Ce corps mort, c’est peut-être le mien. Peut-être suis-je mort sans m’en être rendu compte. Qu’en sais-je ? Cela ne vous arrive-t-il jamais de vous demander si vous n’êtes pas, mort, en train de rêver que vous vivez cette expérience précisément ? N’est-ce pas qu’Héraclite a dû subir ce même genre d’expérience absolument métaphysique quand il disait : « Sont le même le vivant et le mort, et l’éveillé et l’endormi, le jeune et le vieux ; car ces états-ci, s’étant renversés, sont ceux-là, ceux-là, s’étant renversés à rebours, sont ceux-ci.» (Fragment 107, 88).
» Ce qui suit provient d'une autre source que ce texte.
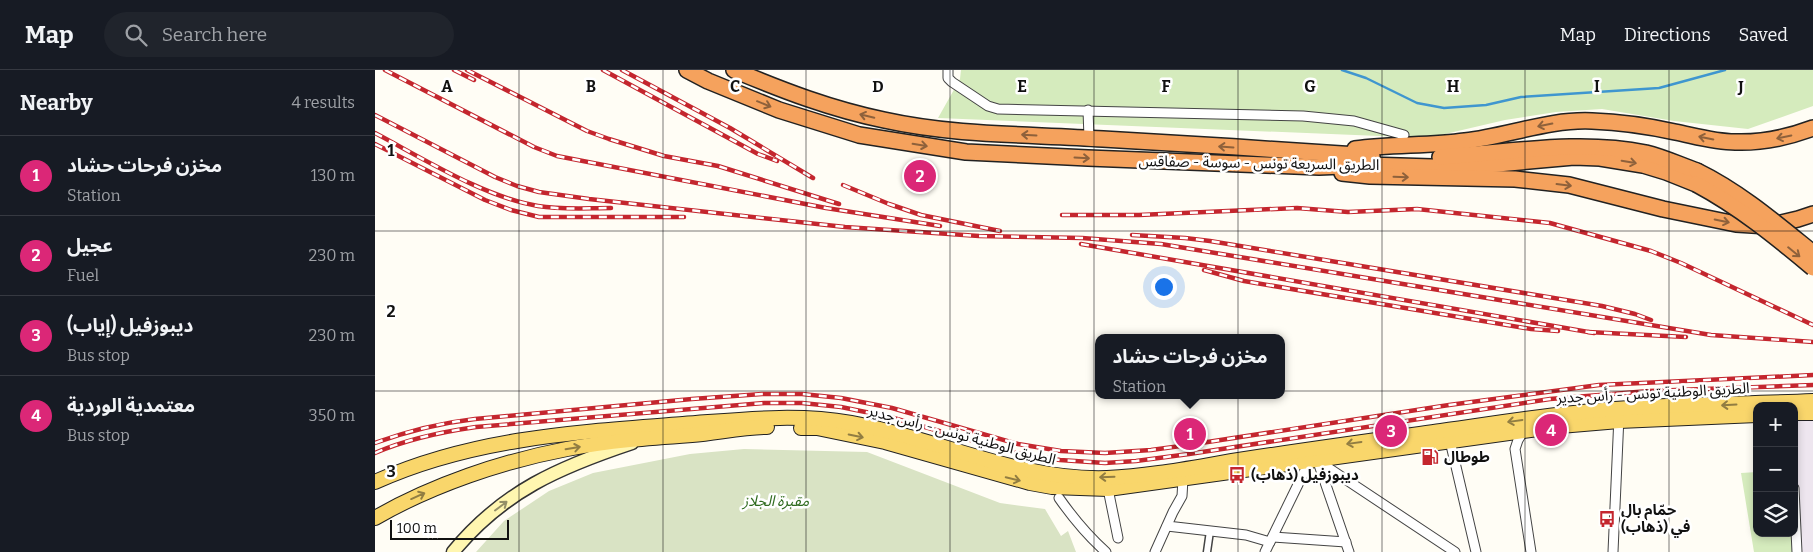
<!DOCTYPE html>
<meta charset="utf-8">
<style>
body{margin:0;font-family:Bitter,"Noto Sans Arabic",serif;background:#20242c;color:#f1f3f6}
.controls{position:absolute;right:15px;bottom:15px;display:grid;overflow:hidden;border-radius:10px;box-shadow:0 2px 8px #0003}
.controls button{width:45px;height:45px;display:grid;place-items:center;padding:0;border:0;border-bottom:1px solid #363941;background:#171b24;color:#f1f3f6;font:25px sans-serif}
.scale{position:absolute;left:15px;bottom:12px;width:119px;box-sizing:border-box;padding-left:5px;border:2px solid #111;border-top:0;font-size:14px;line-height:18px;white-space:nowrap;color:#111;-webkit-text-stroke:4px #fff;paint-order:stroke}
.you{position:absolute;left:788px;top:216px;width:18px;height:18px;margin:-12px;border:4px solid #fff;border-radius:50%;background:#1a73e8;box-shadow:0 0 0 8px #1a73e833}
.badge{display:grid;place-items:center;width:32px;height:32px;border-radius:50%;background:#db2777;color:#fff;font-size:16px;font-weight:700}
.pin{position:absolute;translate:-50% -50%;border:2px solid #fff;box-shadow:0 1px 5px #0006}
.popup{position:absolute;left:720px;top:264px;width:190px;height:65px;box-sizing:border-box;display:grid;place-content:center;border-radius:10px;background:#171b24;filter:drop-shadow(0 1px 4px #0005);font-size:16px;white-space:nowrap;color:#9ea1a6}
.popup b{font-size:19px;color:#f1f3f6}
.popup::after{content:'';position:absolute;left:50%;top:100%;margin-left:-10px;border:10px solid transparent;border-top-color:#171b24}
.list{margin:0;padding:0;list-style:none}
h2{display:flex;justify-content:space-between;align-items:center;height:65px;margin:0;padding:0 20px;font-size:21px}
h2 small{font-size:16px;font-weight:400;color:#9ea1a6}
.list li{display:grid;grid-template-columns:32px 1fr auto;gap:15px;align-items:center;box-sizing:border-box;height:80px;padding:0 20px;border-top:1px solid #363941}
.list b{display:block;font-size:19px;white-space:nowrap}
.list p{margin:0;font-size:16px;white-space:nowrap;color:#9ea1a6}
.list em{font-size:16px;font-style:normal;color:#9ea1a6}
.icon{flex:none;width:28px;height:28px;fill:none;stroke:currentColor;stroke-width:2;stroke-linecap:round;stroke-linejoin:round}
.map{position:relative;flex:none;width:1438px;height:482px;overflow:hidden}
header{display:flex;align-items:center;gap:30px;box-sizing:border-box;height:70px;padding:0 25px;background:#171b24;border-bottom:1px solid #363941}
header strong{font-size:24px}
nav{display:flex;gap:28px;margin-inline-start:auto;font-size:18px}
.search{width:350px;height:45px;background:#20242c;display:flex;align-items:center;gap:12px;box-sizing:border-box;padding:0 18px;border-radius:28px;color:#9ea1a6;font-size:19px}
main{display:flex}
aside{flex:1;background:#171b24}
.map>svg:first-child{display:block}
.industrial{fill:#eee6ef}
.green{fill:#d5ebbd}
.cemetery{fill:#d9e3c4}
.lines{fill:none;stroke-linecap:round;stroke-linejoin:round}
.stream{stroke:#3f96cf;stroke-width:2.5}
.pedestrian-casing{stroke:#444;stroke-width:9}
.minor-casing{stroke:#444;stroke-width:11}
.secondary-casing{stroke:#333;stroke-width:15}
.primary-casing{stroke:#222;stroke-width:16}
.motorway-casing{stroke:#222;stroke-width:18}
.pedestrian{stroke:#fff;stroke-width:6}
.minor{stroke:#fff;stroke-width:9}
.secondary{stroke:#fff6b0;stroke-width:12}
.primary{stroke:#f9d66b;stroke-width:14}
.motorway{stroke:#f5a25d;stroke-width:15}
.rail-casing{stroke:#c4262e;stroke-width:4.5}
.rail{stroke:#fff;stroke-width:2.5;stroke-dasharray:8;stroke-linecap:butt}
.motorway-bridge-casing{stroke:#222;stroke-width:18;stroke-linecap:butt}
.motorway-bridge{stroke:#f5a25d;stroke-width:15}
.oneway{stroke:#8e613b}
.oneway2{stroke:#917d42}
.oneway3{stroke:#948f68}
.grid{fill:none;stroke:#111;stroke-width:1;stroke-opacity:0.55}
.labels{text-anchor:middle;stroke-width:5;stroke-linejoin:round;paint-order:stroke}
.street-label{font-size:15px;fill:#111;stroke:#fff}
.poi-label{font-size:15px;font-weight:bold;fill:#111;stroke:#fff;text-anchor:start}
.park-label{font-size:15px;font-style:italic;fill:#2f6b1f;stroke:#fff}
.grid-label{font-size:16px;text-anchor:middle;font-weight:bold;fill:#111;stroke:#fff;stroke-width:5;stroke-linejoin:round;paint-order:stroke}
</style>
<header>
<strong>Map</strong>
<div class="search"><svg class="icon" aria-label="search" viewBox="0 0 24 24"><circle cx="10" cy="10" r="6"/><path d="M15 15l6 6"/></svg>Search here</div>
<nav><a>Map</a><a>Directions</a><a>Saved</a></nav>
</header>
<main>
<aside>
<h2>Nearby<small>4 results</small></h2>
<ul class="list">
<li><span class="badge">1</span><div><b>مخزن فرحات حشاد</b><p>Station</p></div><em>130 m</em></li>
<li><span class="badge">2</span><div><b>عجيل</b><p>Fuel</p></div><em>230 m</em></li>
<li><span class="badge">3</span><div><b>ديبوزفيل (إياب)</b><p>Bus stop</p></div><em>230 m</em></li>
<li><span class="badge">4</span><div><b>معتمدية الوردية</b><p>Bus stop</p></div><em>350 m</em></li>
</ul>
</aside>
<div class="map">
<svg width="1438" height="482" viewBox="0 0 1438 482">
<rect width="100%" height="100%" fill="#fffdf5"/>
<path class="industrial" d="M1419 347H1438V482H1424L1419 412Z"/>
<g class="green">
<path d="M586 0H1438V36L1373 59 1299 51 1227 39 1181 42 1130 50 1053 68 563 48 585 9Z"/>
<path d="M1382 402V463H1419V412L1424 482H1379L1366 403Z"/>
</g>
<path class="cemetery" d="M369 379 492 382 625 433 670 439 686 466 693 461 701 482H101L129 451 174 421 218 403 315 384Z"/>
<g class="lines">
<path class="stream" d="M967 0 991 8 1042 33 1069 38 1111 35 1146 27 1284 18 1350 0"/>
<g class="pedestrian-casing">
<path id="pedestrian" d="M832 482 835 461"/>
</g>
<g class="minor-casing">
<g id="minor">
<path d="M573 0V8L577 12 613 36 623 39 928 46 979 51 1029 65"/>
<path d="M713 40 714 68"/>
<path d="M1148 362 1143 370 1140 379 1156 482"/>
<path d="M1075 371 1101 482"/>
<path d="M942 389 974 482"/>
<path d="M943 391 1080 482"/>
<path d="M1419 418 1422 482"/>
<path d="M733 419 743 468"/>
<path d="M684 428C698 448 713 466 731 482"/>
<path d="M792 456 871 465 895 472"/>
<path d="M898 467 971 472"/>
<path d="M780 482 798 442 807 426 808 409"/>
<path d="M890 482 934 392"/>
<path d="M1238 482 1244 346"/>
</g>
</g>
<g class="secondary-casing">
<path id="secondary" d="M78 482C128 421 185 397 257 373"/>
</g>
<g class="primary-casing">
<g id="primary">
<path d="M1419 343H1438"/>
<path d="M426 358H442L510 372 655 413 677 417 733 419 1185 356 1244 351 1382 345"/>
<path d="M0 412C97 368 203 362 308 354 364 350 420 343 476 353 562 368 643 411 732 408 779 406 825 396 870 389 935 379 1001 370 1066 361 1124 353 1182 343 1240 339 1306 334 1372 334 1438 331"/>
<path d="M0 448C57 415 128 391 192 379 234 371 275 368 317 365 342 363 368 357 392 357"/>
</g>
</g>
<g class="motorway-casing">
<g id="motorway">
<path d="M312 0 333 11 404 40 484 65 591 82 713 88 944 97 993 95 1057 97 1100 96 1199 87 1225 88 1268 95 1291 102 1321 114"/>
<path d="M359 0C409 21 456 39 509 50 581 66 655 64 728 69 818 74 907 80 997 86"/>
<path d="M980 79C1017 74 1054 76 1090 71 1133 66 1174 49 1217 51 1245 52 1273 56 1300 62 1320 66 1340 72 1360 72 1386 73 1414 67 1438 58"/>
<path d="M1065 87C1133 83 1203 69 1271 83 1288 87 1305 95 1322 101"/>
<path d="M967 103 995 106 1140 109 1194 115 1288 139 1361 154 1393 156 1423 149 1438 144"/>
</g>
</g>
<use href="#pedestrian" class="pedestrian"/>
<use href="#minor" class="minor"/>
<use href="#secondary" class="secondary"/>
<use href="#primary" class="primary"/>
<use href="#motorway" class="motorway"/>
<g class="rail-casing">
<g id="rail">
<path d="M10 0 159 77 182 86 451 138 565 156"/>
<path d="M79 0 99 10"/>
<path d="M92 0 212 61 234 69 289 86 343 96 464 134"/>
<path d="M228 0 383 84 402 91"/>
<path d="M247 0 355 58 438 108"/>
<path d="M0 45 120 107 142 116 164 122 214 129 470 157 604 166 707 168 786 174 1336 265 1438 272"/>
<path d="M0 63C49 89 109 127 163 136 187 140 212 138 236 138"/>
<path d="M0 74 110 130 136 140 164 147H309"/>
<path d="M468 115 514 134 546 145 625 161"/>
<path d="M687 145H764L922 138 973 142 1042 139 1175 153 1276 181 1306 193 1438 255"/>
<path d="M757 165 810 168 835 171 1227 236 1260 244 1276 250"/>
<path d="M706 174 1219 263"/>
<path d="M829 200 869 211 1156 259 1183 261"/>
<path d="M1213 262 1311 267"/>
<path d="M0 373C33 361 65 353 100 349L317 329 387 324H427L466 328 517 338 643 374 686 381 730 383 776 380 813 375 1074 335 1224 315 1438 305"/>
<path d="M0 383C32 369 66 362 101 357L389 333H427L466 337 515 347 641 383 685 390 730 393 761 391 814 384 1175 329 1274 321 1438 315"/>
</g>
</g>
<use href="#rail" class="rail"/>
<g class="motorway-bridge-casing">
<g id="motorway-bridge">
<path d="M1322 101C1365 122 1401 153 1438 183"/>
<path d="M1321 114C1364 137 1401 167 1438 198"/>
</g>
</g>
<use href="#motorway-bridge" class="motorway-bridge"/>
</g>
<defs><path id="oneway-shaft" d="M-6 0H5M1.5-3L5.5 0L1.5 3" fill="none" stroke-width="1.6" stroke-linecap="round" stroke-linejoin="round" transform="scale(1.25)"/></defs>
<g class="oneway">
<use href="#oneway-shaft" transform="translate(389 34) rotate(22)"/>
<use href="#oneway-shaft" transform="translate(492 46) rotate(-167)"/>
<use href="#oneway-shaft" transform="translate(1170 55) rotate(169)"/>
<use href="#oneway-shaft" transform="translate(654 65) rotate(-177)"/>
<use href="#oneway-shaft" transform="translate(1409 67) rotate(168)"/>
<use href="#oneway-shaft" transform="translate(1331 68) rotate(-169)"/>
<use href="#oneway-shaft" transform="translate(545 75) rotate(9)"/>
<use href="#oneway-shaft" transform="translate(851 77) rotate(-176)"/>
<use href="#oneway-shaft" transform="translate(707 88) rotate(3)"/>
<use href="#oneway-shaft" transform="translate(1254 92) rotate(10)"/>
<use href="#oneway-shaft" transform="translate(1026 107) rotate(2)"/>
<use href="#oneway-shaft" transform="translate(1189 115) rotate(7)"/>
<use href="#oneway-shaft" transform="translate(1347 151) rotate(12)"/>
<use href="#oneway-shaft" transform="translate(1419 182) rotate(39)"/>
</g>
<g class="oneway2">
<use href="#oneway-shaft" transform="translate(1354 335) rotate(177)"/>
<use href="#oneway-shaft" transform="translate(1140 351) rotate(172)"/>
<use href="#oneway-shaft" transform="translate(481 366) rotate(12)"/>
<use href="#oneway-shaft" transform="translate(979 373) rotate(172)"/>
<use href="#oneway-shaft" transform="translate(198 378) rotate(-9)"/>
<use href="#oneway-shaft" transform="translate(732 407) rotate(178)"/>
<use href="#oneway-shaft" transform="translate(638 409) rotate(14)"/>
<use href="#oneway-shaft" transform="translate(43 426) rotate(-24)"/>
</g>
<use class="oneway3" href="#oneway-shaft" transform="translate(126 436) rotate(-37)"/>
<path class="grid" d="M144 0V482M288 0V482M431 0V482M575 0V482M719 0V482M863 0V482M1007 0V482M1150 0V482M1294 0V482M0 161H1438M0 321H1438"/>
<defs>
<g id="fuel-bare" transform="scale(1.35)"><path d="M-5.5-6h7V0h2V4h1.3V-2.5L3-4.5l.8-.8L6-3V5H2.5V1h-1V6h-7ZM-4.2-4.7v3.2H.2V-4.7Z" fill="#c4262e" stroke="#fff" stroke-width="2.5" paint-order="stroke"/></g>
<g id="bus-bare" transform="scale(1.35)"><path d="M-5-6H5V4H4V6H2V4H-2V6H-4V4H-5ZM-3.5-4V0h7V-4ZM-3.5 1.2v1.5H-2V1.2ZM2 1.2v1.5H3.5V1.2Z" fill="#c4262e" stroke="#fff" stroke-width="2.5" paint-order="stroke"/></g>
</defs>
<g fill-rule="evenodd">
<use href="#fuel-bare" x="1055" y="387"/>
<use href="#bus-bare" x="862" y="405"/>
<use href="#bus-bare" x="1232" y="449"/>
</g>
<g class="labels">
<g class="street-label">
<text transform="translate(884 93) rotate(1)" y="5">الطريق السريعة تونس - سوسة - صفاقس</text>
<text transform="translate(1278 323) rotate(-3)" y="5">الطريق الوطنية تونس - رأس جدير</text>
<text transform="translate(587 365) rotate(15)" y="5">الطريق الوطنية تونس - رأس جدير</text>
</g>
<g class="poi-label">
<text x="1069" y="392">طوطال</text>
<text x="876" y="410">ديبوزفيل (ذهاب)</text>
<text x="1246" y="445">حمّام بال<tspan x="1246" dy="17">في (ذهاب)</tspan></text>
</g>
<g class="park-label">
<text x="401" y="436">مقبرة الجلاز</text>
</g>
</g>
<g class="grid-label">
<text x="72" y="22">A</text>
<text x="216" y="22">B</text>
<text x="360" y="22">C</text>
<text x="503" y="22">D</text>
<text x="647" y="22">E</text>
<text x="791" y="22">F</text>
<text x="935" y="22">G</text>
<text x="1078" y="22">H</text>
<text x="1222" y="22">I</text>
<text x="1366" y="22">J</text>
<text x="16" y="86">1</text>
<text x="16" y="247">2</text>
<text x="16" y="407">3</text>
</g>
</svg>
<div class="controls">
<button>+</button>
<button>−</button>
<button><svg class="icon" aria-label="layers" viewBox="0 0 24 24"><path d="M12 4l9 5-9 5-9-5zM3 14l9 5 9-5"/></svg></button>
</div>
<div class="scale">100 m</div>
<div class="you"></div>
<div class="pin badge" style="left:815px;top:364px">1</div>
<div class="popup"><b>مخزن فرحات حشاد</b>Station</div>
<div class="pin badge" style="left:545px;top:106px">2</div>
<div class="pin badge" style="left:1016px;top:361px">3</div>
<div class="pin badge" style="left:1176px;top:360px">4</div>
</div>
</main>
N’y a-t-il pas là, en gésine, 23 siècles plus tard, l’immatérialisme de l’évêque et philosophe George Berkeley, qui écrivait que la réalité n’existe que dans le perçu : Esse est percipi aut percipere, Être, c’est être perçu ou percevoir. Berkeley, à qui Borges, je ne retrouve plus la source, tant elle est lointaine, fait dire que nous sommes morts et vivants plusieurs fois par jour (sûrement encore une fausse citation dont Jorge Luis se sera fait une spécialité). Mais ces considérations littéraires et philosophiques ne sont-elles un peu spécieuses, face à la vue de vrais cadavres ? Non, puisque nous regardons des images de tableaux. Et, plus je les regarde, ces images, et plus je m’en sens proche. Présence de la mort, certes réinterprétée à travers l’appareillage technologique sur lequel je réfléchis et écris, mais tout de même, c’est tangible, par hypostase, d’accord ? (tangible, du lat. tangere, toucher).
Noli me tangere
Refs : Susanne Hay. Peintures et Dessins, H. Theil, E. Landon, B. Gauduchon, Éditions d’Art Gourcuff Granedigo /// Héraclite, Fragments (trad. Marcel Conche), PUF, 1986 /// George Berkeley, Philosophical Works; Including the Works on Vision, M. Ayers (ed.). 1975, London: Dent.
PS. Je remercie Frédéric de Verville pour les images.